I thought about that now. He loved symbolism, but not vagueness, and not any kind of delay in understanding, not puzzling out meaning, whether in poems, or articles in Proceso. I could not resist my lower nature. I said, when I had his attention, “According to the great German poet Johann Wolfgang von Goethe, a symbol changes a phenomenon (Erscheinung) into an idea (Idee), the idea into an image (Bild), so that the idea in the image remains always active and unapproachable, and, though expressed in all languages, including art, can not be put into words. Erscheinung, Idee, Bild.” This was something I had learned in graduate school, and I wasn’t sure I understood it any better now, as I said it, than I had then.

My friend looked at me as if I had just denied the existence of gravity.

“A symbol stands for something else,” he said.

“That’s allegory – the direct knowledge of what is meant. But what we have here – the nuts – is nothing more than simulation.”

He looked at me, uncomprehending, resisting what I had said, but also with sympathy – for a deficiency in me only a veterinarian could sense.

I continued. “If there had been nuts, instead of merely dark flakes, they could have stood for something, like for the essential nature of this cake. That would have been allegory. Nuts stand for essence.”

I was fairly impressed by my discourse, so I continued. “You know, like when Melville refers to the wild watery loneliness of Starbuck’s life. Wild watery loneliness stands for ocean stands for Starbuck’s life. Double allegory,” I observed matter-of-factly.”

At that point, not quite sure about what I had just said, I took a little more whipped cream on my fork, cut down on the cake, lifted the morsel, popped it into my mouth, and slowly chewed. I took a sip of cappuccino.

“They’re symbolic!” my friend said, with a fierce smirk of certainty. “The flakes are symbolic.”

I smiled at him indulgently and did not pursue the matter. He was a man cursed with a literal mind, and nothing Goethe, Melville, or I could say was going to change anything. He had snared his beauty, he was still with her, he had a successful veterinary practice – and he knew a symbol when he saw one.

When he died suddenly a year later, from an unexplained and permanent drop in blood pressure, three unaccounted for older women showed up at his graveside memorial. They were dressed in fashionable black and, like his wife, were enduring beauties. All three stayed in the background, but mixed graciously, when the occasion arose.
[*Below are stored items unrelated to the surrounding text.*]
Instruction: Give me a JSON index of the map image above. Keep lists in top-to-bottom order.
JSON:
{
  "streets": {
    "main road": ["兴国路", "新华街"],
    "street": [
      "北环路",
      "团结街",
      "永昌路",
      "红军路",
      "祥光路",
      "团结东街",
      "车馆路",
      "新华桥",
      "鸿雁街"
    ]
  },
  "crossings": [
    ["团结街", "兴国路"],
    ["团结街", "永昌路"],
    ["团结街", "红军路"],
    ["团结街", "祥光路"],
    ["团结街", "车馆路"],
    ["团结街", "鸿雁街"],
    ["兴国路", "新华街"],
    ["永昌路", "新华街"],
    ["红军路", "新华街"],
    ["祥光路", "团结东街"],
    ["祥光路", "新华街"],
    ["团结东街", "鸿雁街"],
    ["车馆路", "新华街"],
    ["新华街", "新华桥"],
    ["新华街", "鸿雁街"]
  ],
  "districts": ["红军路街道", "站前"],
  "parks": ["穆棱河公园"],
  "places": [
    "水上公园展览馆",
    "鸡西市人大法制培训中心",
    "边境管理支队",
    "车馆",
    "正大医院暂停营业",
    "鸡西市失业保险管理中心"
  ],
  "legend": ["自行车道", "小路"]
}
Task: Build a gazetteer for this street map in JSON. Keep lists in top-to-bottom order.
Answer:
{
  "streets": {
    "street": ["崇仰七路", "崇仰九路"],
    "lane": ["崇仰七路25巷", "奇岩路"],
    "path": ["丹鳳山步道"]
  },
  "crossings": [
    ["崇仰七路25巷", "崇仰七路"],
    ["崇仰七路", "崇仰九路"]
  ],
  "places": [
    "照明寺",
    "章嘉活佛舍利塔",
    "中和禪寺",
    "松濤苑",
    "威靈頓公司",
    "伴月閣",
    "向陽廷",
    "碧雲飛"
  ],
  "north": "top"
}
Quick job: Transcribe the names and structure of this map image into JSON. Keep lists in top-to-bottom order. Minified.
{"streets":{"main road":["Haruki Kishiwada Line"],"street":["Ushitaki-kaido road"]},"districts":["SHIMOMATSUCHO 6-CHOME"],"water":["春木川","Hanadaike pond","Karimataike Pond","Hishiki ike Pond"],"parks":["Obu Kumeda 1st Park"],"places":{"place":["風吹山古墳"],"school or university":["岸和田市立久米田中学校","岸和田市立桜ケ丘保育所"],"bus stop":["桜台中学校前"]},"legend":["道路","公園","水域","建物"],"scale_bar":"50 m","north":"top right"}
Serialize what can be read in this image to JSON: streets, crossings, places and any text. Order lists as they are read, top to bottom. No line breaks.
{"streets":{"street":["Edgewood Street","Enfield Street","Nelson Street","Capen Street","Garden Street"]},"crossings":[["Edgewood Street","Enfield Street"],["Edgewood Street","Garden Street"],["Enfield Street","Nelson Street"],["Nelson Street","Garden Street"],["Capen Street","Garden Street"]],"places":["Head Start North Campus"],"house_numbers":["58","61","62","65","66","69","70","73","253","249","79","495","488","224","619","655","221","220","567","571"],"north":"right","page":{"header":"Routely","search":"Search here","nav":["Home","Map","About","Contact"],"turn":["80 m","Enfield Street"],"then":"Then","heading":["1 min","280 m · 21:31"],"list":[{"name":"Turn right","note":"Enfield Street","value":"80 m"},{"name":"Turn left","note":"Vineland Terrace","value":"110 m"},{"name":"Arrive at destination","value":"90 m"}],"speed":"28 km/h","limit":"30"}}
My friend’s college roommate, a man of many chins, bathed in a pallbearer’s sweat, explained in muttered confidentiality who the women were. I watched them as the minister spoke inaccuracies and other well-deserved praise about my friend. I could not take my eyes off the women. How had he done it? What explained this cadre of attractive women that had come to mourn him? There was some explanation, some cohesion of significance that hung just at the edge of my grasp. For some reason, I recalled the conversation mentioned earlier. Us sipping cappuccinos in the Zopilote Mojado, The Wet Buzzard. And now I did not know whether I stood before symbol, or an allegory. All I could think, as I watched his casket sink down out of sight, and what I heard now in my mind, was that he had been right about the nut cake, and that it had represented something more than just nut cake. But beyond that, I could take it no farther, other than to say that he was a man who, in the end, had been blessed with a literal mind, and had represented something I understood but could not express. Least of all in words.